OpenMPI has the MCA parameter mpi_abort_print_stack
for trace backs after an MPI_ABORT
, but the back trace is quite limited in details. For example, if I compile (mpicxx broadcast.cxx
) and run (mpiexec --mca mpi_abort_print_stack 1 -n 4 ./a.out
) this simple example code:
#include <mpi.h>
const int N = 10;
int arr[N];
int main(int argc, char** argv)
{
int rank;
MPI_Init(&argc, &argv);
MPI_Comm_rank(MPI_COMM_WORLD, &rank);
// Correct:
MPI_Bcast(arr, N, MPI_INT, 0, MPI_COMM_WORLD);
// Incorrect:
const int my_size = (rank == 1) ? N+1 : N;
MPI_Bcast(arr, my_size, MPI_INT, 0, MPI_COMM_WORLD);
MPI_Finalize();
return 0;
}
I get the following output and back trace:
[manjaro:2223406] *** An error occurred in MPI_Bcast
[manjaro:2223406] *** reported by process [1082195969,3]
[manjaro:2223406] *** on communicator MPI_COMM_WORLD
[manjaro:2223406] *** MPI_ERR_TRUNCATE: message truncated
[manjaro:2223406] *** MPI_ERRORS_ARE_FATAL (processes in this communicator will now abort,
[manjaro:2223406] *** and potentially your MPI job)
[manjaro:2223406] [0] func:/usr/lib/libopen-pal.so.40(opal_backtrace_buffer+0x3b) [0x7f3681231a9b]
[manjaro:2223406] [1] func:/usr/lib/libmpi.so.40(ompi_mpi_abort+0x160) [0x7f368183f040]
[manjaro:2223406] [2] func:/usr/lib/libmpi.so.40(ompi_mpi_errors_are_fatal_comm_handler+0xb9) [0x7f36818369b9]
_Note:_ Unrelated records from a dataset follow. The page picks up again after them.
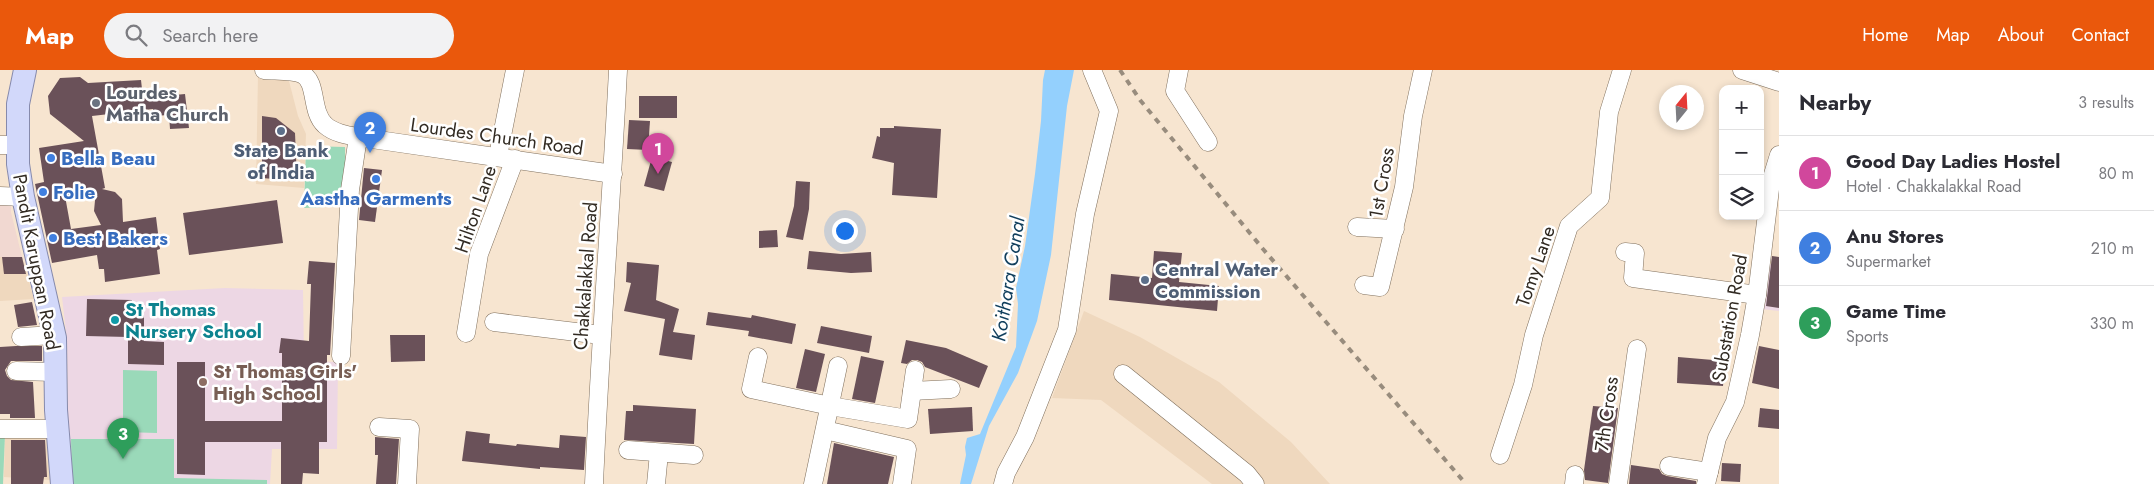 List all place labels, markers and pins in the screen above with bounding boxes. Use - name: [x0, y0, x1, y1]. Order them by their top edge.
- place label: Lourdes Matha Church: [106, 79, 229, 128]
- marker: Lourdes Matha Church: [90, 97, 102, 109]
- pin: 2: [354, 112, 386, 153]
- marker: State Bank of India: [275, 125, 287, 137]
- pin: 1: [642, 133, 674, 174]
- place label: State Bank of India: [233, 137, 329, 186]
- place label: Bella Beau: [61, 145, 155, 172]
- marker: Bella Beau: [45, 152, 57, 164]
- marker: Aastha Garments: [370, 173, 382, 185]
- place label: Folie: [53, 179, 96, 206]
- place label: Aastha Garments: [299, 185, 452, 212]
- marker: Folie: [37, 186, 49, 198]
- place label: Best Bakers: [63, 225, 168, 252]
- marker: Best Bakers: [47, 232, 59, 244]
- place label: Central Water Commission: [1155, 256, 1279, 305]
- marker: Central Water Commission: [1139, 274, 1151, 286]
- place label: St Thomas Nursery School: [125, 296, 262, 345]
- marker: St Thomas Nursery School: [109, 314, 121, 326]
- place label: St Thomas Girls' High School: [213, 358, 357, 407]
- marker: St Thomas Girls' High School: [197, 376, 209, 388]
- pin: 3: [107, 418, 139, 459]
[manjaro:2223406] [3] func:/usr/lib/libmpi.so.40(ompi_errhandler_invoke+0xd3) [0x7f3681836ab3]
[manjaro:2223406] [4] func:/usr/lib/libmpi.so.40(PMPI_Bcast+0x455) [0x7f36818514b5]
[manjaro:2223406] [5] func:./a.out(+0x7c48) [0x560d4d420c48]
[manjaro:2223406] [6] func:/usr/lib/libc.so.6(+0x29290) [0x7f36812d2290]
[manjaro:2223406] [7] func:/usr/lib/libc.so.6(__libc_start_main+0x8a) [0x7f36812d234a]
[manjaro:2223406] [8] func:./a.out(+0x7ac5) [0x560d4d420ac5]
So it tells me that there is a problem in some MPI_Bcast
call, but not exactly which one.
Is it possible to get a more detailed back trace, including e.g. line numbers?